I have to find an example of solvable Lie algebra $L$ such that the Killing form of $L$ isn't null. If we take the Borel subalgebra of $\mathfrak{sl}(2)$, we have that the Killing form of $L$ is the matrix $$ K= \left( \begin{array}{ccc} 0 & 0 \\ 0 & 4 \\ \end{array} \right) $$
Could you give me another example?
Take $\mathfrak{g}$ to be the algebra of $N\times N$ upper triangular matrices. Since the Lie bracket of two upper triangular matrices is a strictly upper triangular matrix (one with noughts on the leading diagonal) and such matrices also form a Lie algebra, so therefore we see that the first derived algebra $\mathfrak{g}^\prime = [\mathfrak{g},\,\mathfrak{g}]$ is the nilpotent Lie algebra of $N\times N$ strictly upper triangular matrices. So $\mathfrak{g}$ is solvable. Moreover, its Killing form does not vanish, so it itself is not nilpotent, a fact which you can also work out from first principles.
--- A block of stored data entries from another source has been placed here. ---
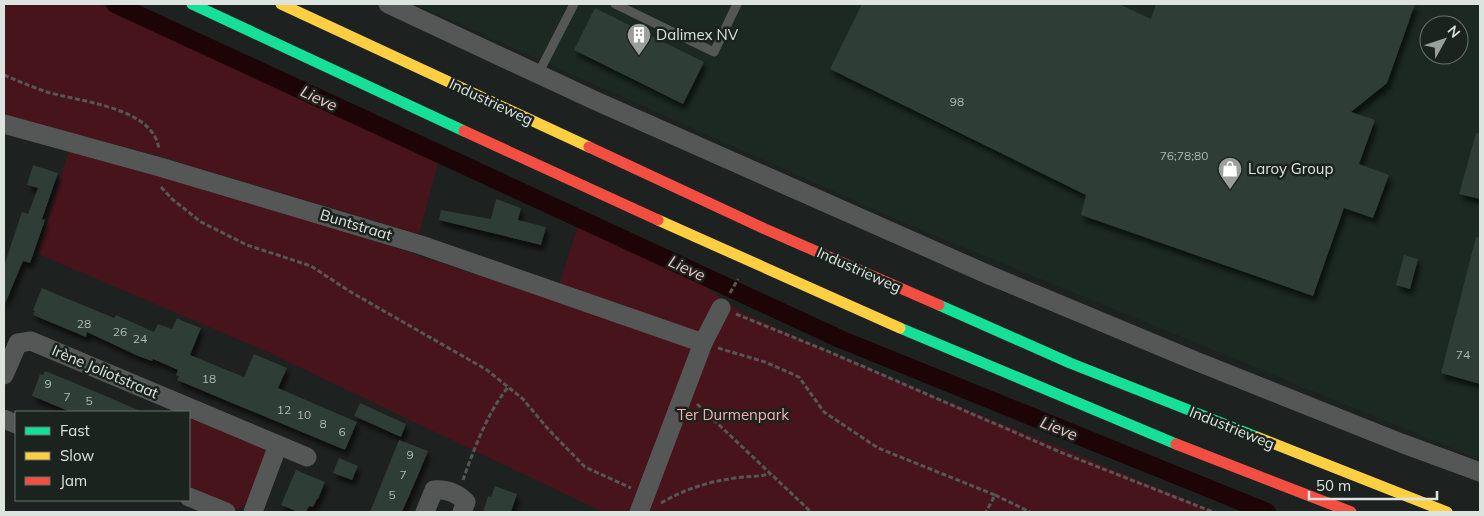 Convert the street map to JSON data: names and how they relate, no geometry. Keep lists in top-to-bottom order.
{
  "streets": {
    "highway": ["Industrieweg"],
    "street": ["Buntstraat", "Irène Joliotstraat"]
  },
  "water": ["Lieve"],
  "parks": ["Ter Durmenpark"],
  "places": {
    "building": ["Dalimex NV"],
    "shop": ["Laroy Group"]
  },
  "house_numbers": [
    "98",
    "76;78;80",
    "28",
    "26",
    "24",
    "74",
    "18",
    "9",
    "7",
    "5",
    "12",
    "10",
    "8",
    "6",
    "9",
    "7",
    "5"
  ],
  "legend": ["Fast", "Slow", "Jam"],
  "scale_bar": "50 m",
  "north": "top right"
}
Now work out the Killing form for the explicit example of $3\times 3$ where we have the Lie algebra basis:
$$\hat{U}=\left(\begin{array}{ccc}1&0&0\\0&0&0\\0&0&0\end{array}\right);\;\hat{V}=\left(\begin{array}{ccc}0&0&0\\0&1&0\\0&0&0\end{array}\right);\;\hat{W}=\left(\begin{array}{ccc}0&0&0\\0&0&0\\0&0&1\end{array}\right)$$
$$\hat{X}=\left(\begin{array}{ccc}0&1&0\\0&0&0\\0&0&0\end{array}\right);\;\hat{Y}=\left(\begin{array}{ccc}0&0&0\\0&0&1\\0&0&0\end{array}\right);\;\hat{Z}=\left(\begin{array}{ccc}0&0&1\\0&0&0\\0&0&0\end{array}\right)$$
The derived algebra $\mathfrak{g}^\prime = [\mathfrak{g},\,\mathfrak{g}]$ is spanned by $\hat{X},\,\hat{Y},\,\hat{Z}$ and is the Heisenberg algebra with brackets $[\hat{X},\,\hat{Y}]=\hat{Z};\;[\hat{Z},\,\hat{X}]=[\hat{Z},\,\hat{Y}]=0$. If you work out the matrix of the Killing form for the basis in the order $\hat{U},\,\hat{V},\,\hat{W},\,\hat{X},\,\hat{Y},\,\hat{Z}$ then it is:
$$K=\left( \begin{array}{cccccc} 2 & -1 & -1 & 0 & 0 & 0 \\ -1 & 2 & -1 & 0 & 0 & 0 \\ -1 & -1 & 2 & 0 & 0 & 0 \\ 0 & 0 & 0 & 0 & 0 & 0 \\ 0 & 0 & 0 & 0 & 0 & 0 \\ 0 & 0 & 0 & 0 & 0 & 0 \\ \end{array} \right)$$
I have a suite of Mathematica Lie algebraic tools, so best not to try this at home without something similar unless you want to get really bored. However, if you're new to all this, actually writing your own Killing form and adjoint representation calculator in Mathematica is definitely something worthwhile to do as a learning exercise.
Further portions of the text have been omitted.